▸ Problem details:
Where does the word "relative" occur in the data below? Copy each line that holds it.

(Data records)
"""
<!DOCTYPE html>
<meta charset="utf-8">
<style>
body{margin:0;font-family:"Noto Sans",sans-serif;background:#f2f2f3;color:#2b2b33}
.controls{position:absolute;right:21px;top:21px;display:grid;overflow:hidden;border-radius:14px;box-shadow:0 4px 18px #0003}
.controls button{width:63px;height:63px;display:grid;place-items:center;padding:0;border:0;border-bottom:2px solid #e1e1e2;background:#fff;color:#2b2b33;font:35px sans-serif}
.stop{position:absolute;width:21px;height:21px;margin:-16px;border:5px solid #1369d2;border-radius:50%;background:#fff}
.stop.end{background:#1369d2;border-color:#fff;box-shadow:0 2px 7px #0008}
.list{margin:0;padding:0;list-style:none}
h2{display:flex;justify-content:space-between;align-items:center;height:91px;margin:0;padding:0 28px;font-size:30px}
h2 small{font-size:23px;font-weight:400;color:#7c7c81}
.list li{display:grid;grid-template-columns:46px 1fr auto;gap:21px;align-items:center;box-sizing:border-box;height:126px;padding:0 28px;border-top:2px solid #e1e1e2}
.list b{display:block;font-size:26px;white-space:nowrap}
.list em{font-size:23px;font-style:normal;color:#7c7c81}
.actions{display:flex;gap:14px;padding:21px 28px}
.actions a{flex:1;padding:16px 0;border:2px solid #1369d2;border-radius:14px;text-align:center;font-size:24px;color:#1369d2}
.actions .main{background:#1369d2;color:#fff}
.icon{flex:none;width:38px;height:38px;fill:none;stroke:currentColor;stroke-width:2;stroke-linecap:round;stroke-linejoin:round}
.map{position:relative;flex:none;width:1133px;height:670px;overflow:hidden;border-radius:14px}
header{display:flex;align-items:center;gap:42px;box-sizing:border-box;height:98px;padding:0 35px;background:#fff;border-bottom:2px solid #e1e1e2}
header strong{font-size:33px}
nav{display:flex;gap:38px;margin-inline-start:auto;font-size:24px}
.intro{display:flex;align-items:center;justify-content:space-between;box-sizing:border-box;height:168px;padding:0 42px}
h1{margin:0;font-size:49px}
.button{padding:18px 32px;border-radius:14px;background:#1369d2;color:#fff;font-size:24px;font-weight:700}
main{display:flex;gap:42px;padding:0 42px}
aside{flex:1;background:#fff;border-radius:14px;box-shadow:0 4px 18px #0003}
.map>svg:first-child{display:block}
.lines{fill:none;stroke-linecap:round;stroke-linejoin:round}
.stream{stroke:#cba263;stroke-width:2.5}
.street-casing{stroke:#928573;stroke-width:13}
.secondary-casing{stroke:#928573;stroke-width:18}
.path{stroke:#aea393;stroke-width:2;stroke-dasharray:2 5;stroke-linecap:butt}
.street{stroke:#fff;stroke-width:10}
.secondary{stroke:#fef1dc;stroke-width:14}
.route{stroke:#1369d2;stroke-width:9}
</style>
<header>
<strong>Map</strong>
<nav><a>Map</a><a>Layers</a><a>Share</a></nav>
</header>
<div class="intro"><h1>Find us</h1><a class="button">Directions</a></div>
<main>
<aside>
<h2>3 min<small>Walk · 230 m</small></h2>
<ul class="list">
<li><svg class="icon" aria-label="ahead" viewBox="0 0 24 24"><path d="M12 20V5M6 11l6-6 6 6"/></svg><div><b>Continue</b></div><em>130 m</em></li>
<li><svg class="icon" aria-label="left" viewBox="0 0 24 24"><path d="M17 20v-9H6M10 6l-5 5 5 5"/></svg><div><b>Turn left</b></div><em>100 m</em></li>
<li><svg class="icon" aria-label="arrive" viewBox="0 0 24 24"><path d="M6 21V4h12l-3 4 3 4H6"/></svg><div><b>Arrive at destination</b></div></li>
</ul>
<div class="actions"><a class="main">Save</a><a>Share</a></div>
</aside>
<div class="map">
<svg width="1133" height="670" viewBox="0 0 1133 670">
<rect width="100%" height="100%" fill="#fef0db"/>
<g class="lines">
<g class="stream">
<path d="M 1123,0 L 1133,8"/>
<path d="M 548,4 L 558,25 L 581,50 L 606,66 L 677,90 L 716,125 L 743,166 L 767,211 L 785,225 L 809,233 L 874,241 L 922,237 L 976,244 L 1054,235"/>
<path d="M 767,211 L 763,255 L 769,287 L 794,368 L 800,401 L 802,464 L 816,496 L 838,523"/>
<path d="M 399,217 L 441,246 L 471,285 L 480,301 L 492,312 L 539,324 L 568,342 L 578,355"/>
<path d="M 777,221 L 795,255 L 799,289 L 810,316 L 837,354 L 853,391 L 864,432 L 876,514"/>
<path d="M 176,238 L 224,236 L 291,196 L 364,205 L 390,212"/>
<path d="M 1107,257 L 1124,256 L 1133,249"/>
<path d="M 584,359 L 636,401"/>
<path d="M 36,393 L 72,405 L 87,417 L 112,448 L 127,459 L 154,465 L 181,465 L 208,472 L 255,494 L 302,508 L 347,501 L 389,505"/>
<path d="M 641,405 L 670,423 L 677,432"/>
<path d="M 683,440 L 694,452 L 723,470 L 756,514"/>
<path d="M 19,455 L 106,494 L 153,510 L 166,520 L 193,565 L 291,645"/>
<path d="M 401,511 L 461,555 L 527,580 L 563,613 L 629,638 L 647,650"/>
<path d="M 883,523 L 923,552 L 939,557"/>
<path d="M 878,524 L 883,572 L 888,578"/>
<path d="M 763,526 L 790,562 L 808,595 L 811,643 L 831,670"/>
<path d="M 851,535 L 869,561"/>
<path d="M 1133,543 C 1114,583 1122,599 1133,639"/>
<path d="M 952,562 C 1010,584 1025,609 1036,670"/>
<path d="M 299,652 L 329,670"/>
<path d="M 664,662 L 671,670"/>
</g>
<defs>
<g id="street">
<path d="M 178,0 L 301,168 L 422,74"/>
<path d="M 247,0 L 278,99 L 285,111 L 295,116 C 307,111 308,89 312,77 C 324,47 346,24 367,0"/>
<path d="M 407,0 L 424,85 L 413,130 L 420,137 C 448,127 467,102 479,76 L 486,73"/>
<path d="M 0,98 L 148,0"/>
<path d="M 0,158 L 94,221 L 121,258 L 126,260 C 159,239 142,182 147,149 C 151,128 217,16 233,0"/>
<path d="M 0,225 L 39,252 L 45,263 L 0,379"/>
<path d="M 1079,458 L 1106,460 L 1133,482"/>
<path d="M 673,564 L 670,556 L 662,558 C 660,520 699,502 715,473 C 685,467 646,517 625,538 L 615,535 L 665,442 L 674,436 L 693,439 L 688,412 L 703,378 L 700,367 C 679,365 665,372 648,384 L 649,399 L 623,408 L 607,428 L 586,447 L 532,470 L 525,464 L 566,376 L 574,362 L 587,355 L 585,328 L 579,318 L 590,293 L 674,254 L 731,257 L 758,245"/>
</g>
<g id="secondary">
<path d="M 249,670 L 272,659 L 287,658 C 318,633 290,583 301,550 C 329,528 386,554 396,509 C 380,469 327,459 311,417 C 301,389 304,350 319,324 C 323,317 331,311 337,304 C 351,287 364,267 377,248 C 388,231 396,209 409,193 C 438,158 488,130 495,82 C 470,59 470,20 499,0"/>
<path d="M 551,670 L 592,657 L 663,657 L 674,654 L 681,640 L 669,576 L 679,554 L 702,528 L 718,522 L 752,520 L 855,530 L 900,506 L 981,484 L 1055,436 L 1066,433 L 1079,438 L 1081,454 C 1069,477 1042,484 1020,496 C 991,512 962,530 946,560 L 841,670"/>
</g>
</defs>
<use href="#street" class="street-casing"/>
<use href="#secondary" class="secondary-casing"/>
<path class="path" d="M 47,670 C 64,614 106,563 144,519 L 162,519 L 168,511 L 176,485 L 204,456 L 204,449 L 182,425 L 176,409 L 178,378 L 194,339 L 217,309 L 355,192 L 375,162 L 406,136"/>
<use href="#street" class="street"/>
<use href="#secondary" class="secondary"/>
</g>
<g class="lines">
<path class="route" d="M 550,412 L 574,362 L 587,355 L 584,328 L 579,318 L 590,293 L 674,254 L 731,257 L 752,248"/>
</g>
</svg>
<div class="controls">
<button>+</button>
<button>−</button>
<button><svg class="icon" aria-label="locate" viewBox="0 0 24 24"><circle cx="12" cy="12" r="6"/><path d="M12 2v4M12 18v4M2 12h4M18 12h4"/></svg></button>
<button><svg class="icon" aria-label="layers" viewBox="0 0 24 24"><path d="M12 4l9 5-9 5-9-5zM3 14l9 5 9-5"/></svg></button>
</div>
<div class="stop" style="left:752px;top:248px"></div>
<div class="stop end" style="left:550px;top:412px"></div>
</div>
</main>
"""
"""
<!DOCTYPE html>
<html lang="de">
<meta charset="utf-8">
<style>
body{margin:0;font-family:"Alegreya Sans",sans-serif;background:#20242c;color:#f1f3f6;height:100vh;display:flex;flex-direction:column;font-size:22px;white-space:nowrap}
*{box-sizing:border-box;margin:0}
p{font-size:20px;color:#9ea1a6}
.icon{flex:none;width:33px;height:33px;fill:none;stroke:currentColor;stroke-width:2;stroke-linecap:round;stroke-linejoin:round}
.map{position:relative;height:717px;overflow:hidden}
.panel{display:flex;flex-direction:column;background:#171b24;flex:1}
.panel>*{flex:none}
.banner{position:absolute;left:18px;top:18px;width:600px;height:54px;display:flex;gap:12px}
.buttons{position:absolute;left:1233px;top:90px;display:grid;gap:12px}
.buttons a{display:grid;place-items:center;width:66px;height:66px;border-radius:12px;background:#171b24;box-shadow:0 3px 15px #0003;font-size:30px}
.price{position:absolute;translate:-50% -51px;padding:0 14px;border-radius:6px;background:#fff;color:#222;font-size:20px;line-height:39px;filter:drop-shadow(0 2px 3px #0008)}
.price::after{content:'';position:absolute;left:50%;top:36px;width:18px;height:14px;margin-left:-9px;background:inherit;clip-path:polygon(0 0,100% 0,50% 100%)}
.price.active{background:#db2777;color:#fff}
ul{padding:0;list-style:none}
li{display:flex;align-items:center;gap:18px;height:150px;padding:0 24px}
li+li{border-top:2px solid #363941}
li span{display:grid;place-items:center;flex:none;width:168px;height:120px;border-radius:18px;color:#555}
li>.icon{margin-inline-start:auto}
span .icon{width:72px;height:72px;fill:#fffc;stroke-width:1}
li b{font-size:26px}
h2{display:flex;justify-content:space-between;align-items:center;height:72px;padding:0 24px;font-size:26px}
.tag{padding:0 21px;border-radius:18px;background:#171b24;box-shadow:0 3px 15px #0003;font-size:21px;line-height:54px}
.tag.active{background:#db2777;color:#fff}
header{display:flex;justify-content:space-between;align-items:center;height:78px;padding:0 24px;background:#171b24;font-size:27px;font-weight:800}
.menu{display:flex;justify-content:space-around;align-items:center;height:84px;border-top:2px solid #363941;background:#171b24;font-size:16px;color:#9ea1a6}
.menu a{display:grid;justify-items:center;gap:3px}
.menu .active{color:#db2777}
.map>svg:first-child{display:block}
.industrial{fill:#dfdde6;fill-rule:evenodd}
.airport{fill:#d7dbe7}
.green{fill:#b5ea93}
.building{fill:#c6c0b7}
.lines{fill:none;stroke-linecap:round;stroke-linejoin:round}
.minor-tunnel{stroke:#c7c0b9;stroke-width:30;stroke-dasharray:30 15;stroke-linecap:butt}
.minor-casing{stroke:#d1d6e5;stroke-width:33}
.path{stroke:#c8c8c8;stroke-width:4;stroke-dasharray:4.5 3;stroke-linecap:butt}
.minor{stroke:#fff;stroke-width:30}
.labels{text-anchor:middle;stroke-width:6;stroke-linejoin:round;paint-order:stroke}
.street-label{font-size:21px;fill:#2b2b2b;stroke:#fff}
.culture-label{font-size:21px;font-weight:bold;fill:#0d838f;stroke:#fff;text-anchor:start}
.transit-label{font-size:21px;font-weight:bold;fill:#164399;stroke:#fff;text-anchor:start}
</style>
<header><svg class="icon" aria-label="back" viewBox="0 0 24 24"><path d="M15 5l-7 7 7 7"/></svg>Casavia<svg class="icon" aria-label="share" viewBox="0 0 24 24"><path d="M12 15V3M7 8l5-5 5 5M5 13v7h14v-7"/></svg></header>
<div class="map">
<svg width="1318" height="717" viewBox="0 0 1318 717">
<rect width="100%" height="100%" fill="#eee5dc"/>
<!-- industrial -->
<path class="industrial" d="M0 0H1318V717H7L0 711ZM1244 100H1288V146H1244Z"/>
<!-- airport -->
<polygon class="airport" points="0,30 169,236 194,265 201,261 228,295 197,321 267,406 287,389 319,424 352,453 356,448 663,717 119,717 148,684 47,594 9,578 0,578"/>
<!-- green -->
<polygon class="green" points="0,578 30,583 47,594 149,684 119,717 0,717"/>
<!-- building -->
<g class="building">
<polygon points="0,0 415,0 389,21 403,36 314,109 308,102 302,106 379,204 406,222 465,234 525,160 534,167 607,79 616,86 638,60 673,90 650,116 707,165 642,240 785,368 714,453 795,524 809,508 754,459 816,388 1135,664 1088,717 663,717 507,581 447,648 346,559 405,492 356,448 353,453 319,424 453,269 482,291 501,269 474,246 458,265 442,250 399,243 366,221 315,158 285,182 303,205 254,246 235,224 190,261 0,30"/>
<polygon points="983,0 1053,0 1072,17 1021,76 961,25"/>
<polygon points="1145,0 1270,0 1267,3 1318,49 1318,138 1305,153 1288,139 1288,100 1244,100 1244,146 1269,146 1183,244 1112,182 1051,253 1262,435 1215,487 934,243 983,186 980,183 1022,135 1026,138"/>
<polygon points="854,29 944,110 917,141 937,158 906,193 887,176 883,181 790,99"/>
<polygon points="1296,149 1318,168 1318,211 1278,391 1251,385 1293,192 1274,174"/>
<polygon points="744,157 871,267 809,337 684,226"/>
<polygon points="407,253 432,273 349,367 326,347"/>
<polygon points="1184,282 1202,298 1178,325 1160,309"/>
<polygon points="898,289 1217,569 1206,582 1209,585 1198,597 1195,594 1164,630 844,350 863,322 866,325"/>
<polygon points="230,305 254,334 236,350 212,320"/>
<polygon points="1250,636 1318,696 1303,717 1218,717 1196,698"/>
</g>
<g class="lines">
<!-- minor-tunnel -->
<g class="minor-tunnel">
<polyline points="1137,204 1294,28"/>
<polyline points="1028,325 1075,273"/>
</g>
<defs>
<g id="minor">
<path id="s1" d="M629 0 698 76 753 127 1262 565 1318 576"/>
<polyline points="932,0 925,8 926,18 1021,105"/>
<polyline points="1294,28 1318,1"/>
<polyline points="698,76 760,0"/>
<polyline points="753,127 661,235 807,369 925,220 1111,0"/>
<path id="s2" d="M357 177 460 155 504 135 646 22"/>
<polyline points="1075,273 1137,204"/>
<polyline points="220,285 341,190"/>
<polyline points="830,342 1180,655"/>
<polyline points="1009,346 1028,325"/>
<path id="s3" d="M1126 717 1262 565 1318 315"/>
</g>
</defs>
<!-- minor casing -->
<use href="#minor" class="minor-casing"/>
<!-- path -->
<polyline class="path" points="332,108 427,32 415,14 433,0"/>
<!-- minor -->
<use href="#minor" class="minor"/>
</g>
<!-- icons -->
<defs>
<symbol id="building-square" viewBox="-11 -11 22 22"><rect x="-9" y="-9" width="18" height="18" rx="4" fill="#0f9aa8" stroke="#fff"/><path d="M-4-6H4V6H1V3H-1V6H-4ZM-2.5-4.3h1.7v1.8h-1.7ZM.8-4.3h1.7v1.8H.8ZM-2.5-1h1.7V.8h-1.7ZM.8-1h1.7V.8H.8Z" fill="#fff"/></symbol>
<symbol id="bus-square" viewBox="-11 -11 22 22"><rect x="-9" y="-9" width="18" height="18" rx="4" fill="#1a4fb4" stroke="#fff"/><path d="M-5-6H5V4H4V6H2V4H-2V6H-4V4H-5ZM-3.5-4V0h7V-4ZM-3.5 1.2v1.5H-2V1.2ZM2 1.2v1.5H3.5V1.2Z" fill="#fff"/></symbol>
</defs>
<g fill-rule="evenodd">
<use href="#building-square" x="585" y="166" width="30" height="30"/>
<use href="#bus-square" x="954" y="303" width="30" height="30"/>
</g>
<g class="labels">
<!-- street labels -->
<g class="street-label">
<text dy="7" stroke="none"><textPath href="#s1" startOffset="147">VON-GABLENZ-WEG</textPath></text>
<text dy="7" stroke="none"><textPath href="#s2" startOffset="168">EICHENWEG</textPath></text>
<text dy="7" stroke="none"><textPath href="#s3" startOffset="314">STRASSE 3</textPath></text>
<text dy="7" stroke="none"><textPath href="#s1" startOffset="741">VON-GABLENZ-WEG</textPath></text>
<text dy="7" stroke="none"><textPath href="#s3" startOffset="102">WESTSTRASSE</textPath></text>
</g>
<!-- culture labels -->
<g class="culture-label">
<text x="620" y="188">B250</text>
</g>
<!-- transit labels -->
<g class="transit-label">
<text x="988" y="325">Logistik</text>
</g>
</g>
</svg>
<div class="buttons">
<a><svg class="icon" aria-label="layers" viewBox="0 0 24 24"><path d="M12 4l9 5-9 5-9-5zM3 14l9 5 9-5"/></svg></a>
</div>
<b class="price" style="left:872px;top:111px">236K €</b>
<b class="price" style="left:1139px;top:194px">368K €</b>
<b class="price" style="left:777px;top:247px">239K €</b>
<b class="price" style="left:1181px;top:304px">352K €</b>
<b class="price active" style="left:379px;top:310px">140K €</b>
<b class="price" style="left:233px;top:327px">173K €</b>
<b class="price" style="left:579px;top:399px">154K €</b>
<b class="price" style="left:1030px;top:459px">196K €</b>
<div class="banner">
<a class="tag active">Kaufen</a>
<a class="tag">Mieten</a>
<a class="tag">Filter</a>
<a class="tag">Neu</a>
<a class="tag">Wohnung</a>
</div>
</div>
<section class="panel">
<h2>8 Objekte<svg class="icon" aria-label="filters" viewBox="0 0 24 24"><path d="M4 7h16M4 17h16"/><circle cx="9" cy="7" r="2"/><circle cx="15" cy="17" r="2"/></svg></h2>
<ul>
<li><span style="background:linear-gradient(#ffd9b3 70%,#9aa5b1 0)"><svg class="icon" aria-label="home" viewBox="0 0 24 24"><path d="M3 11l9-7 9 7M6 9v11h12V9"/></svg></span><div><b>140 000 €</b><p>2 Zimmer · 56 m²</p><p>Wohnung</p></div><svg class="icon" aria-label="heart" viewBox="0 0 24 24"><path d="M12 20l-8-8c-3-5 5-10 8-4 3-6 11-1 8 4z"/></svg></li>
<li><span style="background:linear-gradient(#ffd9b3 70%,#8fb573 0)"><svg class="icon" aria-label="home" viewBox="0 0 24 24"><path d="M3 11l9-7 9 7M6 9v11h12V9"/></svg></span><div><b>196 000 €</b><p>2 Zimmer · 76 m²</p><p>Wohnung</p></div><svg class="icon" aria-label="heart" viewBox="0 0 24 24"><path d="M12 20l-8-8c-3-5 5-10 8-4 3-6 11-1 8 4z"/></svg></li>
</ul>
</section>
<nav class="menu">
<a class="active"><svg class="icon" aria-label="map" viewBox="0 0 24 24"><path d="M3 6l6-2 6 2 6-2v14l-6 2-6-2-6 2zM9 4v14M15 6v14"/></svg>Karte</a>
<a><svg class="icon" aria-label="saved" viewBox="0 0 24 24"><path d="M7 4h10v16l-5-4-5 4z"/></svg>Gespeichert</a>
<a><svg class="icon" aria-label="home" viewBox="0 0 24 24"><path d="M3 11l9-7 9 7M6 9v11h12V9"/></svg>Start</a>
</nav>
"""
▸ Result of the task:
.map{position:relative;flex:none;width:1133px;height:670px;overflow:hidden;border-radius:14px}
.map{position:relative;height:717px;overflow:hidden}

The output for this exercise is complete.